● WHAT TO DO
The answer should match the entries below word for word, minus their pictures.

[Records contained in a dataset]
*** Begin section ***
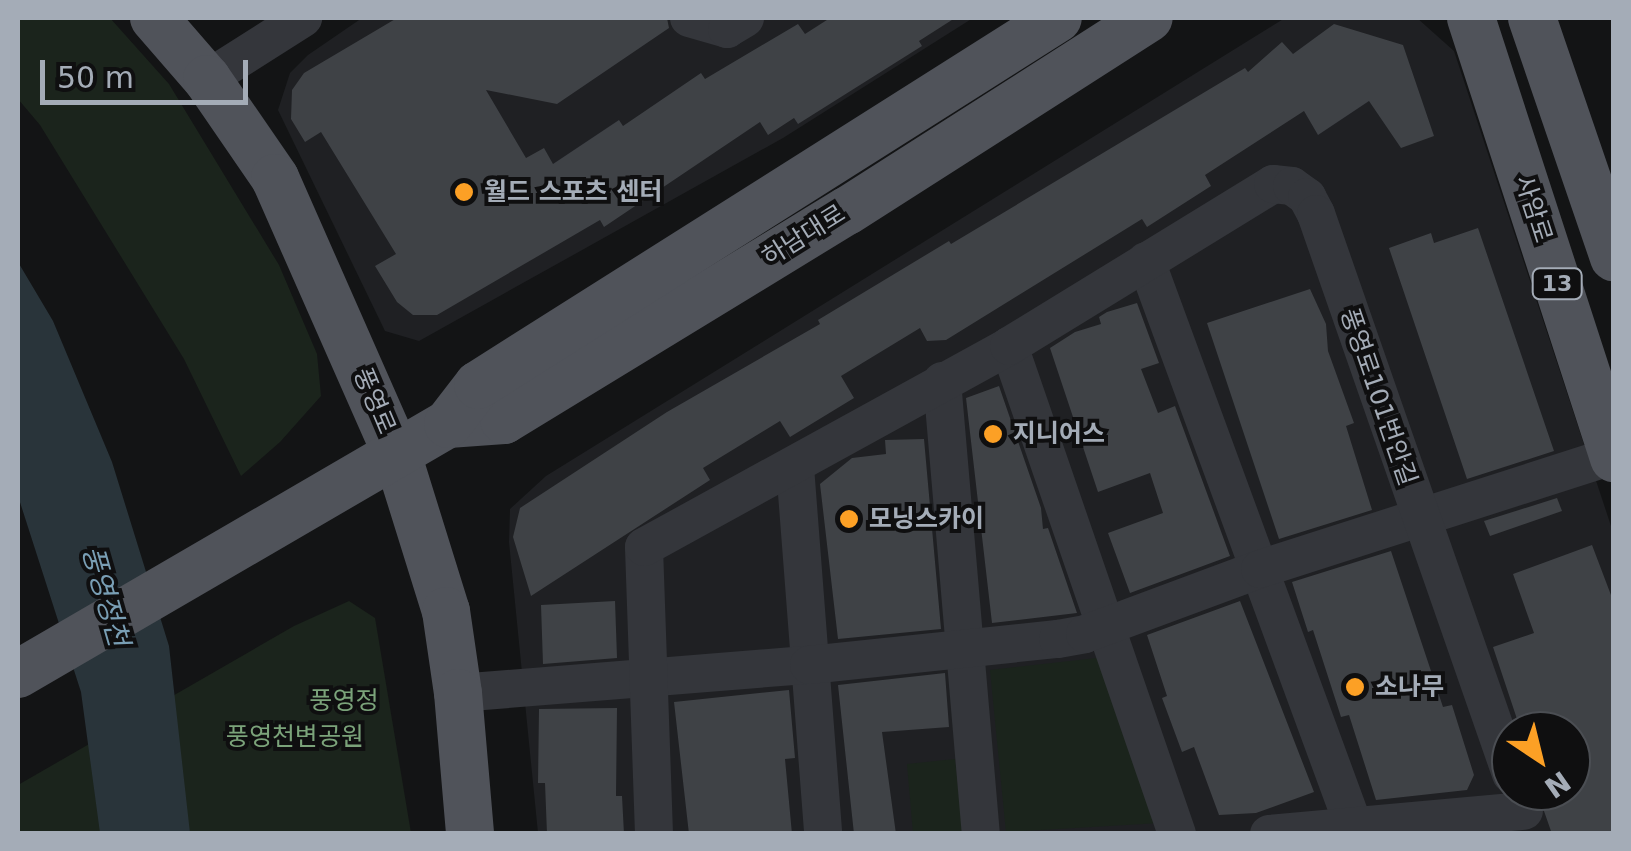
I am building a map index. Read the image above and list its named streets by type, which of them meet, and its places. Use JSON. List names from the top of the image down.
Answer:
{
  "streets": {
    "main road": [
      "사암로",
      "하남대로",
      "13",
      "풍영로"
    ],
    "street": ["풍영로101번안길"]
  },
  "crossings": [
    ["하남대로", "풍영로"]
  ],
  "water": ["풍영정천"],
  "parks": ["풍영정", "풍영천변공원"],
  "places": [
    "월드 스포츠 센터",
    "지니어스",
    "모닝스카이",
    "소나무"
  ],
  "scale_bar": "50 m",
  "north": "bottom right"
}
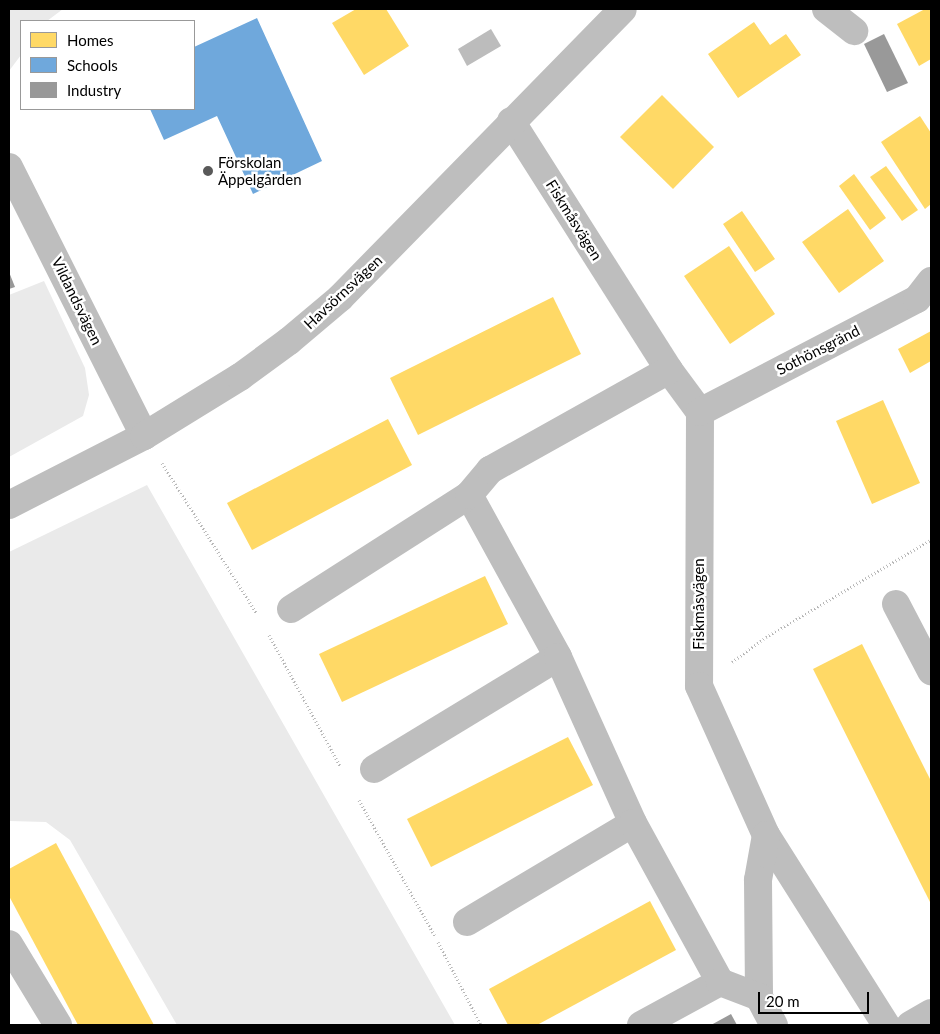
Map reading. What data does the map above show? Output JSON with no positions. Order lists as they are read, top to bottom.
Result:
{
  "streets": {
    "street": [
      "Fiskmåsvägen",
      "Havsörnsvägen",
      "Vildandsvägen",
      "Sothönsgränd"
    ]
  },
  "crossings": [
    ["Fiskmåsvägen", "Havsörnsvägen"],
    ["Fiskmåsvägen", "Sothönsgränd"],
    ["Havsörnsvägen", "Vildandsvägen"]
  ],
  "places": ["Förskolan Äppelgården"],
  "legend": ["Homes", "Schools", "Industry"],
  "scale_bar": "20 m"
}
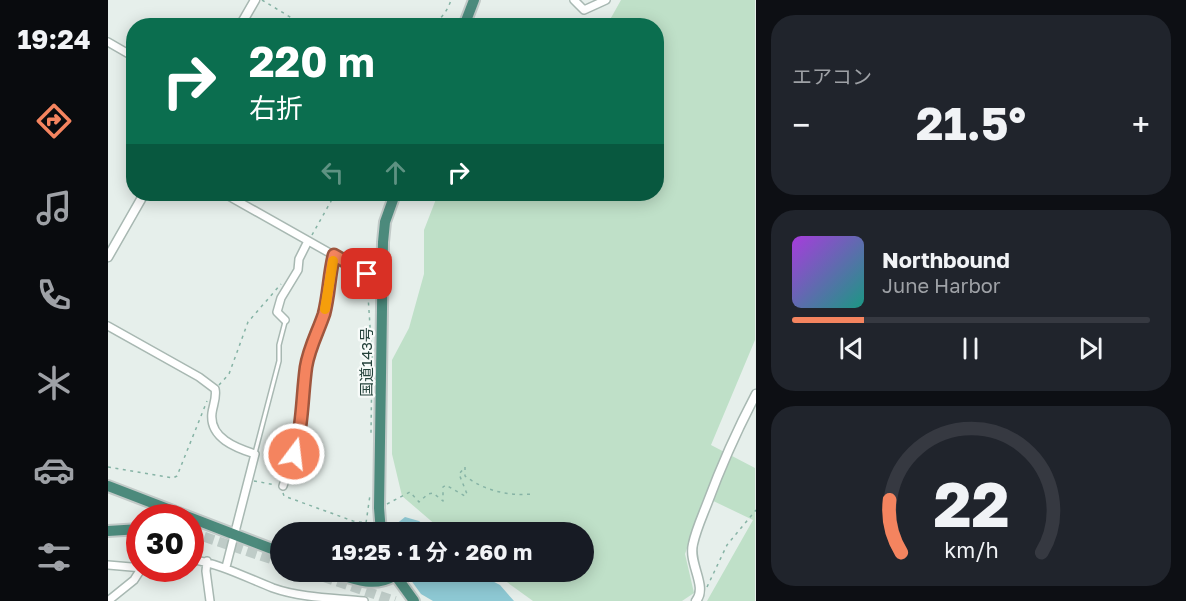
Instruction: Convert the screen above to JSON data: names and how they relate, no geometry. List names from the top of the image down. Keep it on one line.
{"streets":{"highway":["国道143号"]},"page":{"tabs":"19:24","tile":"エアコン","turn":["220 m","右折"],"heat":["−","21.5°","+"],"song":["Northbound","June Harbor"],"limit":"30","trip":"19:25 · 1 分 · 260 m","gauge":["22","km/h"]}}
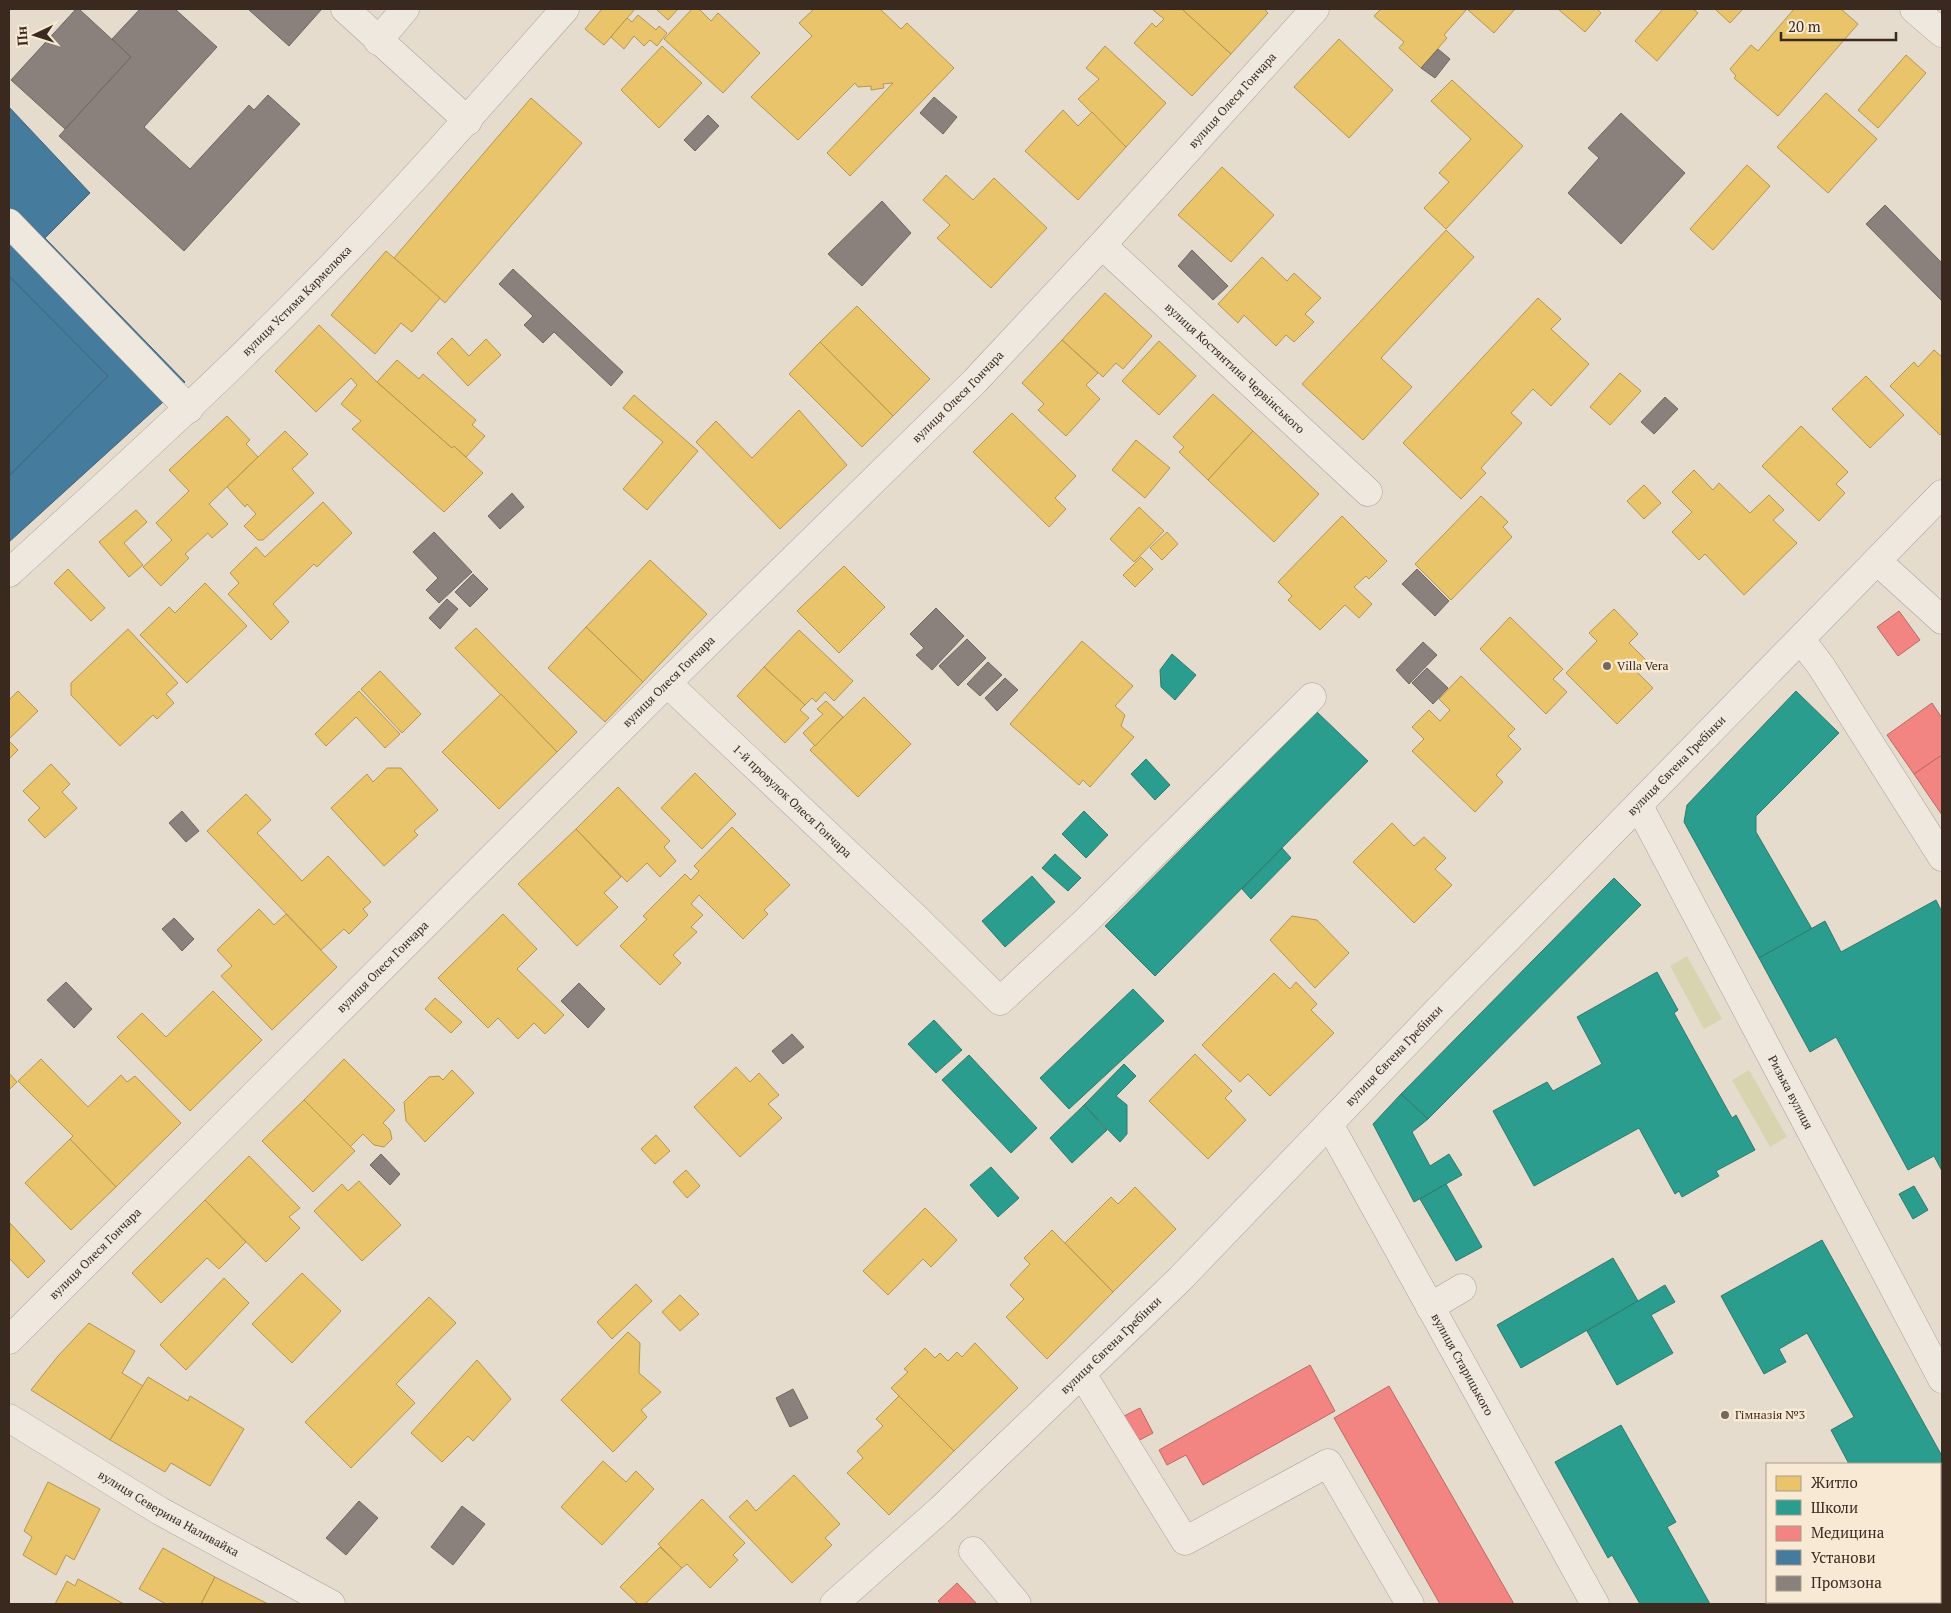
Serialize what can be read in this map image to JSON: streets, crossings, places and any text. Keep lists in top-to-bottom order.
{
  "streets": {
    "street": [
      "вулиця Олеся Гончара",
      "вулиця Устима Кармелюка",
      "вулиця Костянтина Червінського",
      "вулиця Євгена Гребінки",
      "1-й провулок Олеся Гончара",
      "Ризька вулиця",
      "вулиця Старицького",
      "вулиця Северина Наливайка"
    ]
  },
  "crossings": [
    ["вулиця Олеся Гончара", "вулиця Костянтина Червінського"],
    ["вулиця Олеся Гончара", "1-й провулок Олеся Гончара"],
    ["вулиця Євгена Гребінки", "Ризька вулиця"],
    ["вулиця Євгена Гребінки", "вулиця Старицького"]
  ],
  "places": ["Villa Vera", "Гімназія №3"],
  "legend": [
    "Житло",
    "Школи",
    "Медицина",
    "Установи",
    "Промзона"
  ],
  "scale_bar": "20 m",
  "north": "left"
}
*** End section ***
● PROBLEM SOLUTION
I am building a map index. Read the image above and list its named streets by type, which of them meet, and its places. Use JSON. List names from the top of the image down.
Answer:
{
  "streets": {
    "main road": [
      "사암로",
      "하남대로",
      "13",
      "풍영로"
    ],
    "street": ["풍영로101번안길"]
  },
  "crossings": [
    ["하남대로", "풍영로"]
  ],
  "water": ["풍영정천"],
  "parks": ["풍영정", "풍영천변공원"],
  "places": [
    "월드 스포츠 센터",
    "지니어스",
    "모닝스카이",
    "소나무"
  ],
  "scale_bar": "50 m",
  "north": "bottom right"
}
Map reading. What data does the map above show? Output JSON with no positions. Order lists as they are read, top to bottom.
Result:
{
  "streets": {
    "street": [
      "Fiskmåsvägen",
      "Havsörnsvägen",
      "Vildandsvägen",
      "Sothönsgränd"
    ]
  },
  "crossings": [
    ["Fiskmåsvägen", "Havsörnsvägen"],
    ["Fiskmåsvägen", "Sothönsgränd"],
    ["Havsörnsvägen", "Vildandsvägen"]
  ],
  "places": ["Förskolan Äppelgården"],
  "legend": ["Homes", "Schools", "Industry"],
  "scale_bar": "20 m"
}
Instruction: Convert the screen above to JSON data: names and how they relate, no geometry. List names from the top of the image down. Keep it on one line.
{"streets":{"highway":["国道143号"]},"page":{"tabs":"19:24","tile":"エアコン","turn":["220 m","右折"],"heat":["−","21.5°","+"],"song":["Northbound","June Harbor"],"limit":"30","trip":"19:25 · 1 分 · 260 m","gauge":["22","km/h"]}}
Serialize what can be read in this map image to JSON: streets, crossings, places and any text. Keep lists in top-to-bottom order.
{
  "streets": {
    "street": [
      "вулиця Олеся Гончара",
      "вулиця Устима Кармелюка",
      "вулиця Костянтина Червінського",
      "вулиця Євгена Гребінки",
      "1-й провулок Олеся Гончара",
      "Ризька вулиця",
      "вулиця Старицького",
      "вулиця Северина Наливайка"
    ]
  },
  "crossings": [
    ["вулиця Олеся Гончара", "вулиця Костянтина Червінського"],
    ["вулиця Олеся Гончара", "1-й провулок Олеся Гончара"],
    ["вулиця Євгена Гребінки", "Ризька вулиця"],
    ["вулиця Євгена Гребінки", "вулиця Старицького"]
  ],
  "places": ["Villa Vera", "Гімназія №3"],
  "legend": [
    "Житло",
    "Школи",
    "Медицина",
    "Установи",
    "Промзона"
  ],
  "scale_bar": "20 m",
  "north": "left"
}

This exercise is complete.